Die hypothetisch Frage nach einem Hazard-Abgang
MADRID. Ob er einem Profi denn die Freigabe erteilen würde, sollte dieser in sein Büro kommen und um einen Abgang im Januar, also mitten in der Saison, bitten. Eden Hazard zum Beispiel. Mit dieser hypothetischen Frage wurde Carlo Ancelotti erst vor wenigen Tagen im Rahmen einer Pressekonferenz von einem spanischen Reporter konfrontiert.
Eine Frage, die sich eigentlich nicht stellen dürfte. Zumindest dann nicht, wenn es um einen Akteur wie Hazard geht – einst als großer neuer Star verpflichtet, für mittlerweile über 100 Millionen Euro. Anders formuliert bringt das den Anspruch mit sich: gerade solche Spieler sollen der Mannschaft helfen und sich nicht als Problem entpuppen.
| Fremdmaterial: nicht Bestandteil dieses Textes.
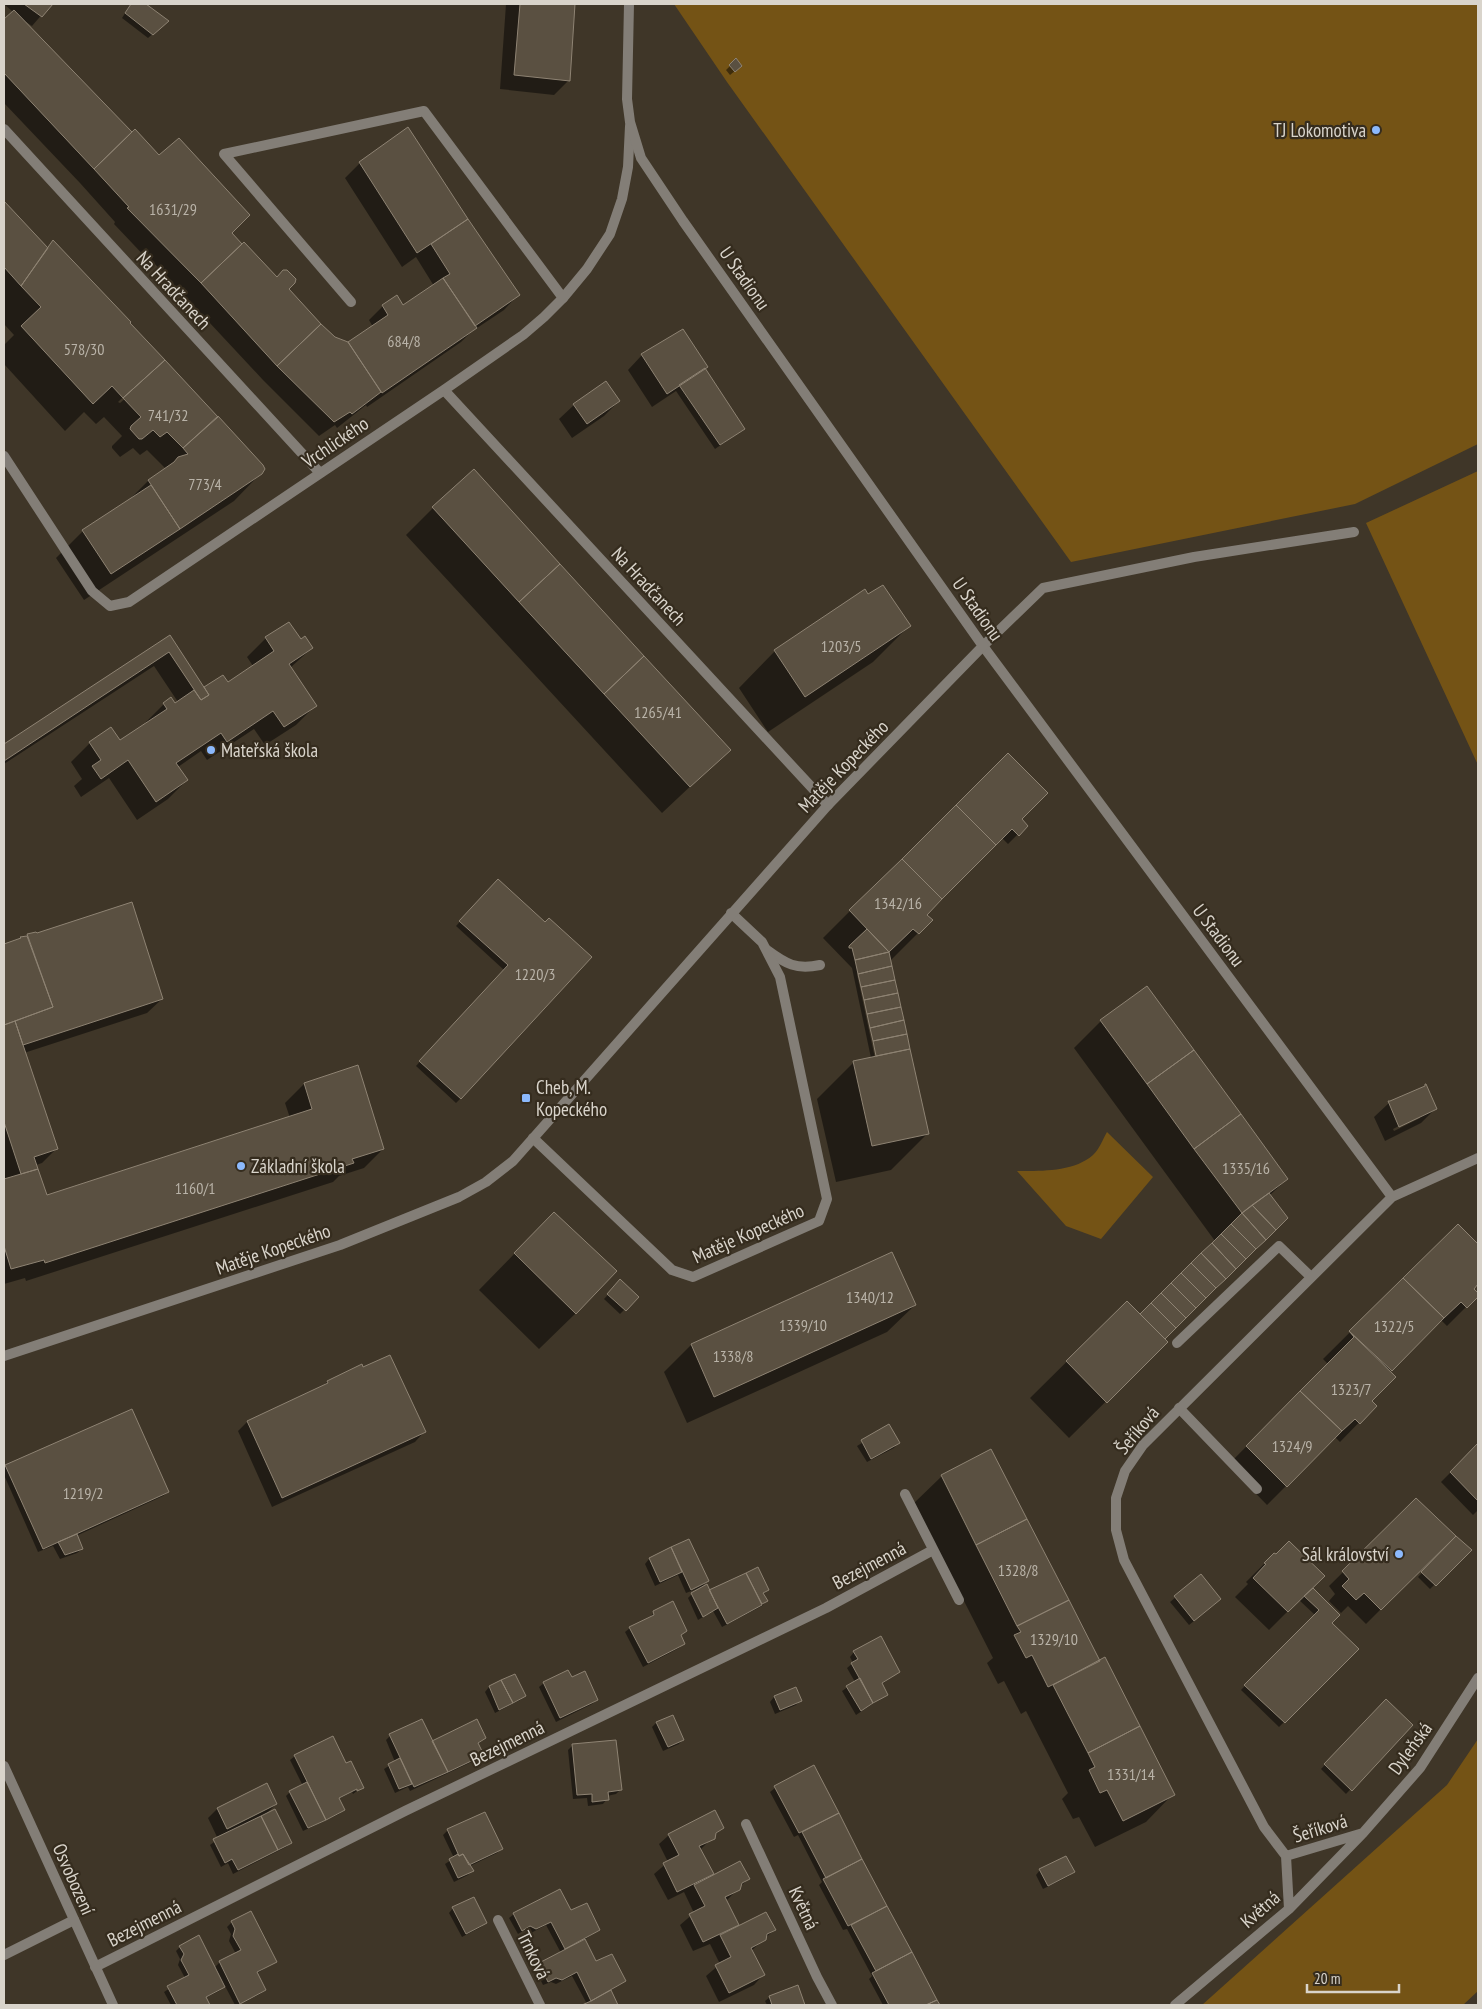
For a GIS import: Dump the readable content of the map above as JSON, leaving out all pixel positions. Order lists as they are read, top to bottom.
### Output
{
  "streets": {
    "street": [
      "U Stadionu",
      "Na Hradčanech",
      "Vrchlického",
      "Matěje Kopeckého",
      "Šeříková",
      "Bezejmenná",
      "Dyleňská",
      "Osvobození",
      "Květná",
      "Trnková"
    ]
  },
  "crossings": [
    ["U Stadionu", "Vrchlického"],
    ["U Stadionu", "Matěje Kopeckého"],
    ["U Stadionu", "Šeříková"],
    ["Na Hradčanech", "Vrchlického"],
    ["Na Hradčanech", "Matěje Kopeckého"],
    ["Šeříková", "Dyleňská"],
    ["Šeříková", "Květná"],
    ["Bezejmenná", "Osvobození"],
    ["Dyleňská", "Květná"]
  ],
  "places": {
    "other": [
      "TJ Lokomotiva",
      "Mateřská škola",
      "Základní škola",
      "Sál království"
    ],
    "transit": ["Cheb, M. Kopeckého"]
  },
  "house_numbers": [
    "1631/29",
    "684/8",
    "578/30",
    "741/32",
    "773/4",
    "1203/5",
    "1265/41",
    "1342/16",
    "1220/3",
    "1335/16",
    "1160/1",
    "1340/12",
    "1339/10",
    "1322/5",
    "1338/8",
    "1323/7",
    "1324/9",
    "1219/2",
    "1328/8",
    "1329/10",
    "1331/14"
  ],
  "scale_bar": "20 m"
}
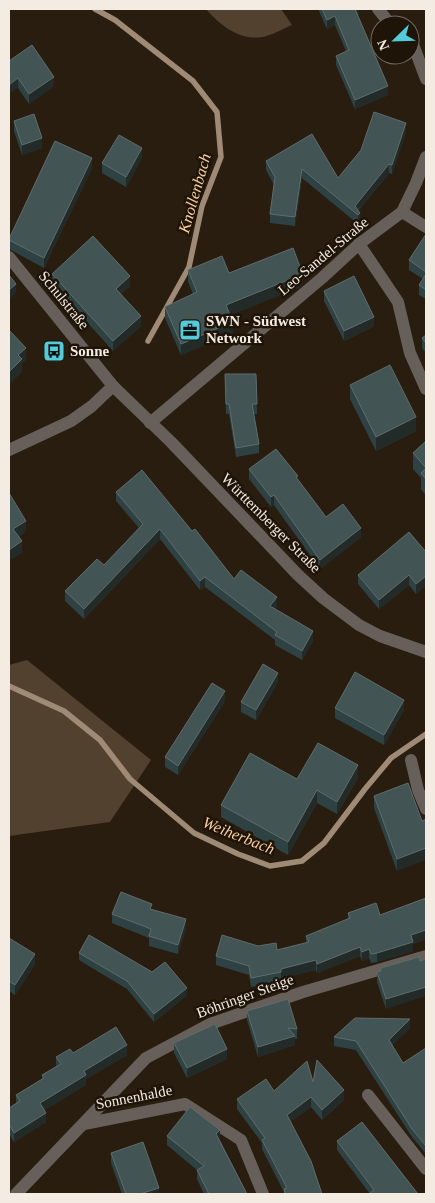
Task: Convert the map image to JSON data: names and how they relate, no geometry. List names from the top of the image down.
{
  "streets": {
    "street": [
      "Leo-Sandel-Straße",
      "Schulstraße",
      "Württemberger Straße",
      "Böhringer Steige",
      "Sonnenhalde"
    ]
  },
  "crossings": [
    ["Leo-Sandel-Straße", "Württemberger Straße"],
    ["Schulstraße", "Württemberger Straße"],
    ["Böhringer Steige", "Sonnenhalde"]
  ],
  "water": ["Knollenbach", "Weiherbach"],
  "places": {
    "office": ["SWN - Südwest Network"],
    "bus stop": ["Sonne"]
  },
  "north": "bottom left"
}
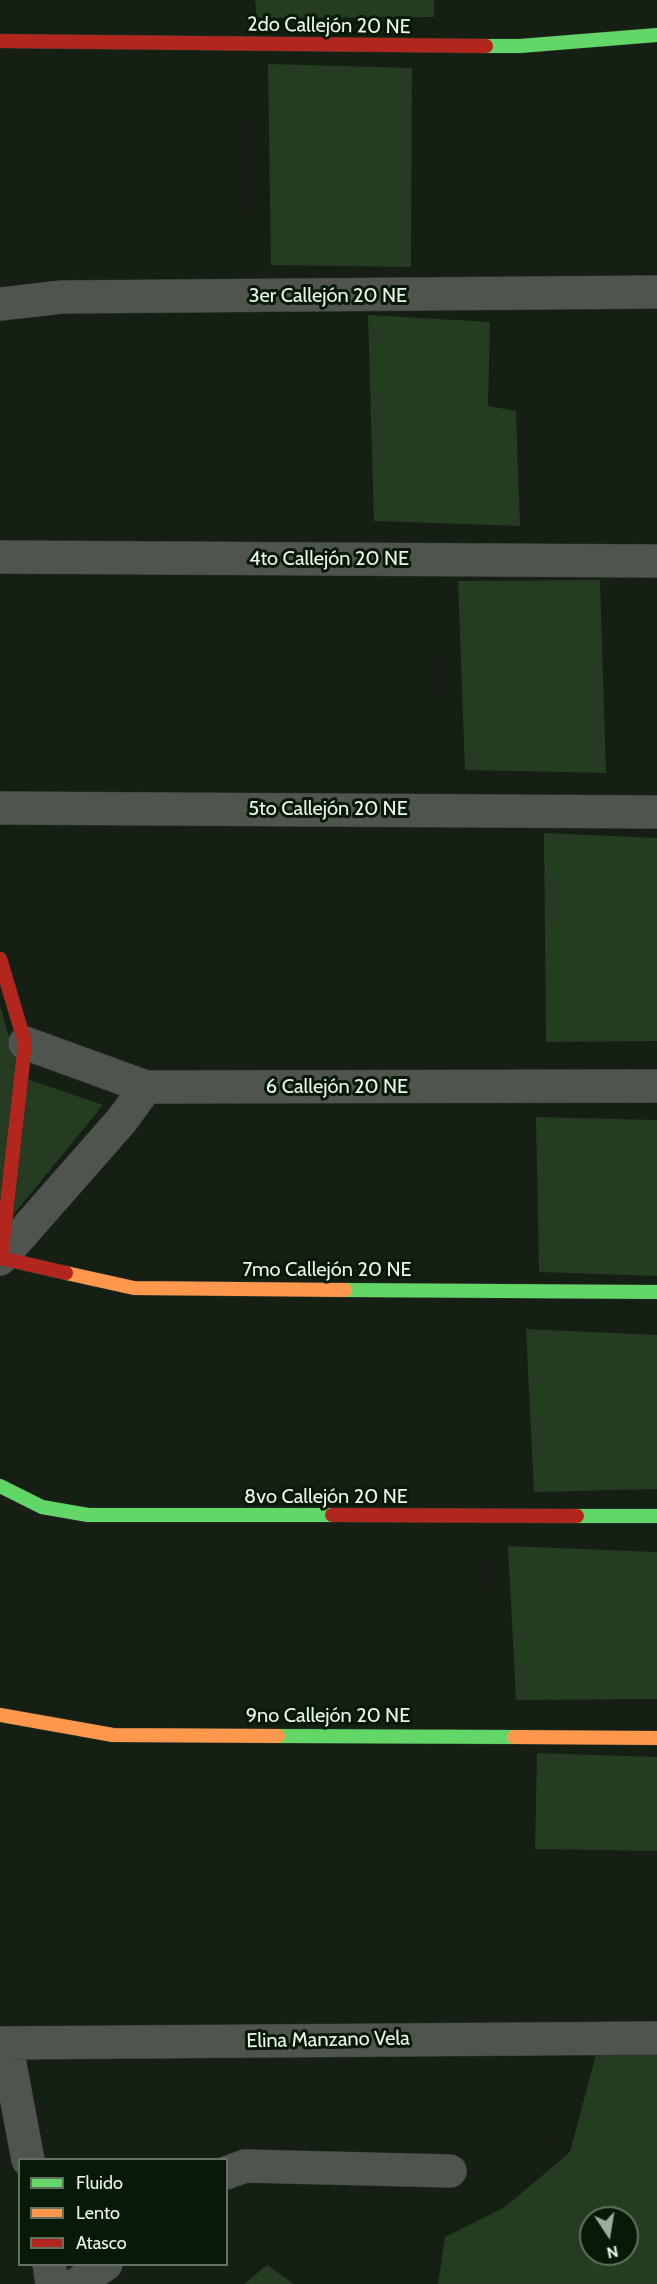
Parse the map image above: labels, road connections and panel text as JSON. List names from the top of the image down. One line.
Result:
{"streets":{"street":["2do Callejón 20 NE","3er Callejón 20 NE","4to Callejón 20 NE","5to Callejón 20 NE","6 Callejón 20 NE","7mo Callejón 20 NE","8vo Callejón 20 NE","9no Callejón 20 NE","Elina Manzano Vela"]},"legend":["Fluido","Lento","Atasco"],"north":"bottom"}
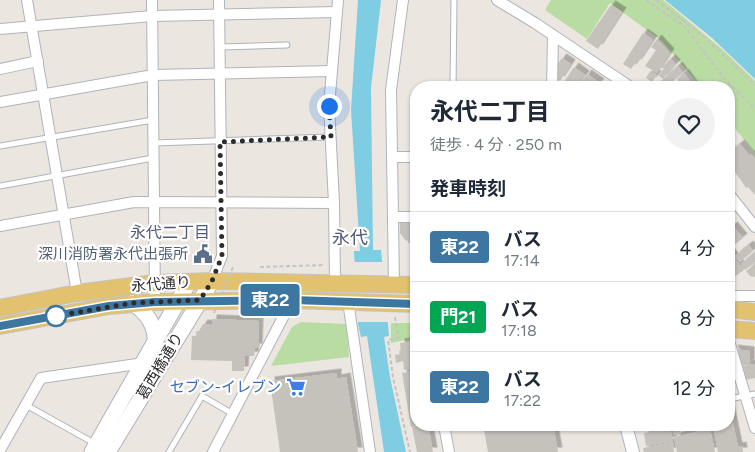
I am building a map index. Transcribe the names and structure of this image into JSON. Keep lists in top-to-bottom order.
{
  "streets": {
    "main road": ["永代通り", "葛西橋通り"]
  },
  "crossings": [
    ["永代通り", "葛西橋通り"]
  ],
  "districts": ["永代二丁目", "永代"],
  "places": {
    "public building": ["深川消防署永代出張所"],
    "supermarket": ["セブン-イレブン"]
  },
  "lines": ["bus line 東22"],
  "page": {
    "on_map": "東22",
    "heading": [
      ["永代二丁目", "徒歩 · 4 分 · 250 m"],
      "発車時刻"
    ],
    "list": [
      {
        "mark": "東22",
        "name": "バス",
        "note": "17:14",
        "value": "4 分"
      },
      {
        "mark": "門21",
        "name": "バス",
        "note": "17:18",
        "value": "8 分"
      },
      {
        "mark": "東22",
        "name": "バス",
        "note": "17:22",
        "value": "12 分"
      }
    ]
  }
}
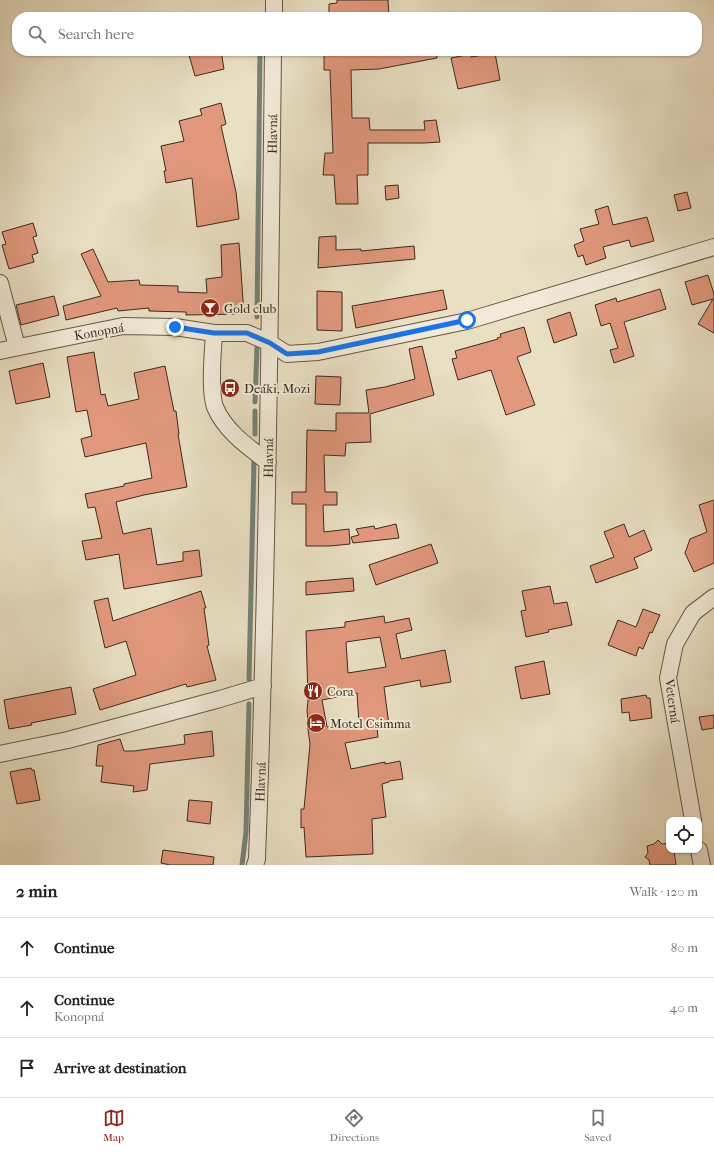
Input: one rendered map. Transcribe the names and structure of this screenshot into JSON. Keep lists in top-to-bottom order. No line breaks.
{"streets":{"street":["Hlavná","Konopná","Veterná"]},"crossings":[["Hlavná","Konopná"]],"places":{"bar":["Gold club"],"bus stop":["Deáki, Mozi"],"restaurant":["Cora"],"hotel":["Motel Csimma"]},"page":{"search":"Search here","heading":["2 min","Walk · 120 m"],"list":[["Continue","80 m"],["Continue","Konopná","40 m"],"Arrive at destination"],"nav":["Map","Directions","Saved"]}}
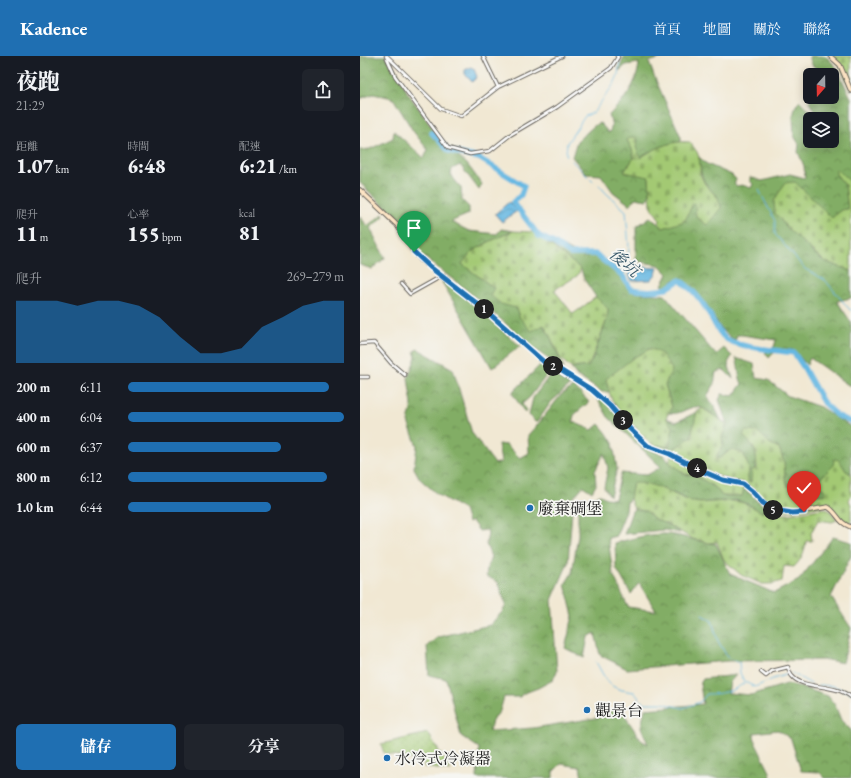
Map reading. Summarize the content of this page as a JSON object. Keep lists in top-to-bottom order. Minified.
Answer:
{"water":["後坑"],"places":["廢棄碉堡","觀景台","水冷式冷凝器"],"north":"bottom","page":{"header":"Kadence","nav":["首頁","地圖","關於","聯絡"],"heading":["夜跑","21:29"],"stats":[["距離","1.07 km"],["時間","6:48"],["配速","6:21 /km"],["爬升","11 m"],["心率","155 bpm"],["kcal","81"]],"chart":["爬升","269–279 m"],"pins":["1","2","3","4","5"],"list":[{"name":"200 m","note":"6:11"},{"name":"400 m","note":"6:04"},{"name":"600 m","note":"6:37"},{"name":"800 m","note":"6:12"},{"name":"1.0 km","note":"6:44"}],"buttons":["儲存","分享"]}}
Genau das ist der belgische Angreifer allerdings. Das war er in seiner Premieren-Saison, das war er in seinem zweiten Jahr, das ist er auch jetzt, in seiner dritten Spielzeit. Vielleicht sogar mehr denn je? 2019/20 und 2020/21 hatte Hazard ein beispielloses Verletzungspech geplagt, ständig wurde er zurückgeworfen, ohne zuvor mal richtig in Fahrt zu kommen.
Hazard, der Backup von Vinícius
Erstaunlich: In dieser Saison war der 30-Jährige bis dato nur etwas angeschlagen, offiziell kein einziges Mal richtig verletzt. Die optimale Grundlage dafür, um nun endlich durchzustarten, mag man berechtigterweise meinen. Ancelotti scheint der mannschaftliche Erfolg aber weitaus wichtiger zu sein, als dass er den Eindruck erweckt, irgendein persönliches Interesse daran zu haben, derjenige zu sein, der dem Offensiv-Star zu dessen Leistungsexplosion im Estadio Santiago Bernabéu verhilft.
Nachdem Hazard in den ersten Wochen noch regelmäßig wie selbstverständlich von Anfang an mitgewirkt hatte, hat Vinícius Júnior ihm auf dem linken Flügel mittlerweile den Rang abgelaufen. Mit mehr oder weniger konstant erfrischenden Auftritten, mit Vorlagen, mit Toren. Während die Nummer 7 bei zehn Einsätzen (408 Minuten) auf gerade mal eine Vorlage kommt, steht der trickreiche Brasilianer nach 15 Partien (1185 Minuten) schon bei neun Treffern und sieben Assists. Kurzum: „Carletto“ hat zumindest auf der linken Angriffsseite keinen Grund, irgendetwas zu verändern.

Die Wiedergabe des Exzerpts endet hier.